Several limitations and offsetting strengths are acknowledged. Because the sample excluded participants who had more severe forms of mental illness (e.g., active suicidality, schizophrenia, bipolar I), these results may generalize best to people with mild, moderate, or moderately severe levels of depression symptoms. Second, this study may only generalize to therapist-supported DMHIs, which have been shown to be associated with higher levels of engagement and more positive outcomes compared to self-guided, text-based, and automated DMHIs [46,47,48,49]. It is possible that the therapist supports increase engagement and symptom improvements through a remote continuous care approach whereby therapists first establish rapport and trust with patients, then foster a digital therapeutic alliance over the duration of the intervention [50, 51]. This study also used a single measure of program engagement, which may not have fully captured the potential effects of other engagement types on treatment outcomes [13]. In addition, this study investigated differential trajectories of depression symptoms using a brief, self-administered instrument, limiting direct comparability with patients formally diagnosed with major depressive disorder who participate in DMHIs [30].

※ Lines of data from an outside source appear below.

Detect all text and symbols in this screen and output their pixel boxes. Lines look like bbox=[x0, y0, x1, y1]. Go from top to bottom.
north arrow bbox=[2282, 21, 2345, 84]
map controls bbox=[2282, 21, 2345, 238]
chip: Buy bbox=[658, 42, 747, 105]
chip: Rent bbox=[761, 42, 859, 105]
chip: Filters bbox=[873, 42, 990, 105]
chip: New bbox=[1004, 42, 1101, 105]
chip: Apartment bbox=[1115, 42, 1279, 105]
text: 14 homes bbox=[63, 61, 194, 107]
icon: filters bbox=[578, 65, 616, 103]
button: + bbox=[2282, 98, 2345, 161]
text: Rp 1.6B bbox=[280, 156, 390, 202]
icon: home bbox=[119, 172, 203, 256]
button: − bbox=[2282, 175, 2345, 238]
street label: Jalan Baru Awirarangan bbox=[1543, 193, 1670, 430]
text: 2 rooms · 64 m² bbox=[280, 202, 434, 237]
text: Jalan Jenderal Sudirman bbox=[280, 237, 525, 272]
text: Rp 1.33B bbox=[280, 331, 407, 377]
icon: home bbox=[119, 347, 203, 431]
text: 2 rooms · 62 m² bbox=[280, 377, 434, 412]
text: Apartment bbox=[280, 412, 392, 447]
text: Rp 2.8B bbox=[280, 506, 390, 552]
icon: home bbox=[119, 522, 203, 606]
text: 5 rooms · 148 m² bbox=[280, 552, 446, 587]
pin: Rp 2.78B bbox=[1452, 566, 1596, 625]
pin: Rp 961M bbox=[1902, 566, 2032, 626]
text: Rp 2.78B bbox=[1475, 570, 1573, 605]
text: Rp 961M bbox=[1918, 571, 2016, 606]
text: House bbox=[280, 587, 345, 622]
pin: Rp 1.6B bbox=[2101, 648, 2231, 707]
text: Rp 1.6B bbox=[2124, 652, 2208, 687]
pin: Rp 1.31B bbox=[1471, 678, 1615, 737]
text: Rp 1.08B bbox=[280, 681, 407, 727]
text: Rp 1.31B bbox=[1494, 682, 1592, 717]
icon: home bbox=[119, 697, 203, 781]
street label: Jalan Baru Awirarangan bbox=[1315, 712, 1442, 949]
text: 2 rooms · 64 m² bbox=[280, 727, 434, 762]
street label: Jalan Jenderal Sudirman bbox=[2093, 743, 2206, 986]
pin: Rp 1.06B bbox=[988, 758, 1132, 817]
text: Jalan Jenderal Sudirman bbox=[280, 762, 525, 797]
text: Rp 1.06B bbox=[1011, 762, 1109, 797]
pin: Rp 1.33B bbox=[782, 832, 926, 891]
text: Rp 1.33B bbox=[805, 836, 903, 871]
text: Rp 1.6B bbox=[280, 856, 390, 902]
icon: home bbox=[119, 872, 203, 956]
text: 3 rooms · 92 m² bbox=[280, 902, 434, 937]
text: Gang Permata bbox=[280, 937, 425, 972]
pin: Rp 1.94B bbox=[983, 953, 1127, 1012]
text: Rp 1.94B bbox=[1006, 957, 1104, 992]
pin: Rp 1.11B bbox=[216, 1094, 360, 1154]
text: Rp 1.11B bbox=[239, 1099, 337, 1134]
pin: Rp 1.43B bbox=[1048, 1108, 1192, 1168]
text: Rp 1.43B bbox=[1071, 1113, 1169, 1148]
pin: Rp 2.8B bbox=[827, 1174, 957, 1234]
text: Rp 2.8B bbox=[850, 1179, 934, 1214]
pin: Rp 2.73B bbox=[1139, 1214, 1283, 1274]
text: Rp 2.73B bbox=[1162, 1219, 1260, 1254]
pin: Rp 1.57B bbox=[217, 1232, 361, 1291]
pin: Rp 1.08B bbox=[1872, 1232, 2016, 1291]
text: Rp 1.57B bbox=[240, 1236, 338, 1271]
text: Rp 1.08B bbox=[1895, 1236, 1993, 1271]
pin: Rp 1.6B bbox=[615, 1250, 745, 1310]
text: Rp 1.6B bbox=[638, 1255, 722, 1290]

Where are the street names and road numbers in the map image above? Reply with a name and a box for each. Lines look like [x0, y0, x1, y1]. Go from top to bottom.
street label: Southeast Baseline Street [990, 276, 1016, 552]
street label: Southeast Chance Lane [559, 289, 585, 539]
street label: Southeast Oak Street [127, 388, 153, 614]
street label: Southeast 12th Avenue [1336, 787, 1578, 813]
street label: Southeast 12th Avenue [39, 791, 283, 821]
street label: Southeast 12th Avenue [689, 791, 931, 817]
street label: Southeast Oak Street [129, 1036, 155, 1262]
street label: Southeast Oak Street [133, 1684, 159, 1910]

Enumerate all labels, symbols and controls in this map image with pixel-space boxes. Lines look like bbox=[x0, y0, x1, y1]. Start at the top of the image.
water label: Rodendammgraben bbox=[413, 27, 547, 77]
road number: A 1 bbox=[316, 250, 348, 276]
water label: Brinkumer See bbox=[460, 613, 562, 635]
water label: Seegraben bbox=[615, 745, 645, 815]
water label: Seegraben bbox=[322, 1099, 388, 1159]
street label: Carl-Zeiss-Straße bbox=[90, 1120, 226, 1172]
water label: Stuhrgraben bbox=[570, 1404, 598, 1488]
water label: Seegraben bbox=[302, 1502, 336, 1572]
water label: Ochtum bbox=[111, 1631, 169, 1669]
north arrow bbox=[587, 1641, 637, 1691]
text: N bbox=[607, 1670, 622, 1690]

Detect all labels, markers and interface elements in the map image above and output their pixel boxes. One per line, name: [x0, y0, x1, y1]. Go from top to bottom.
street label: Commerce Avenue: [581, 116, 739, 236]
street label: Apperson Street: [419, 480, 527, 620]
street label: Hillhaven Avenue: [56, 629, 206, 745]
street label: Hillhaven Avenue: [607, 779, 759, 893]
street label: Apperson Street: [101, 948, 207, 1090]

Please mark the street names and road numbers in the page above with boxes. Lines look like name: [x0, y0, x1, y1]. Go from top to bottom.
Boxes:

While some evidence suggests that behavioral change theories guide the parameterization of trajectories a priori [52], the use of RMLPA with a large sample of patients allowed for the empirical identification of treatment profiles with discernible symptom trajectories. This strategy facilitated a comprehensive characterization of treatment response without assumptions about the data’s potential functional forms and distributions, including evaluation of multivariate associations with several clinically relevant covariates [20, 21]. RMLPA also robustly identified a treatment profile accounting for the majority of program dropout (424 out of 572 participants), although the imputation procedures assume that data for dropout participants with missing responses on the PHQ-9 may be predicted with data from participants who provided data. As participants with poorer engagement and clinical outcomes are less likely to respond, PHQ-9 scores imputed based upon the observed characteristics of participants may introduce methodological artifacts based upon inaccurate assumptions. Nevertheless, research indicates that multiple imputation leads to less bias than listwise deletion and other common methods [53, 54]. Additional missing data procedures outside the scope of this study will be necessary to confirm the cubic trajectory demonstrated among the dropout profile [55, 56]. Similarly, other ameliorative efforts may be required to determine if adherence can be boosted through strategies like motivational interviewing, engagement checks, encouragement, and prompts (both automated and human) unrelated to the therapeutic content [57]. Lastly, while the use of ITT analyses provided more conservative estimates of intervention effects compared to studies only focusing on treatment completers, the lack of control groups still raises the possibility symptom improvements may have been a function of natural remission. Data from randomized controlled trials of psychotherapy and pharmacotherapy for depression indicate that natural remission is a common phenomenon shown to contribute to placebo effects, suggesting that external factors may have influenced symptom improvements in this DMHI [58, 59].

The findings from this study have important implications for precision care. Both lifetime trauma and MDE chronicity were common, suggesting the need for trauma-informed treatment modules as well as protocols for addressing more complex symptomatology, improving the therapeutic alliance, and increasing adherence. Post-treatment cohort studies are also necessary to better understand the long-term effectiveness of DMHI, factors predictive of continued symptom remission, and feasibility of case management and relapse prevention interventions. Similarly, mixed methods studies may help elucidate processes related to acceptability, satisfaction, and implementation fidelity from both the patient and clinician perspectives [60]. Taken together, the findings highlight the importance of evaluating differential treatment response and identifying key processes that promote improvements in depression symptoms among people participating in DMHIs.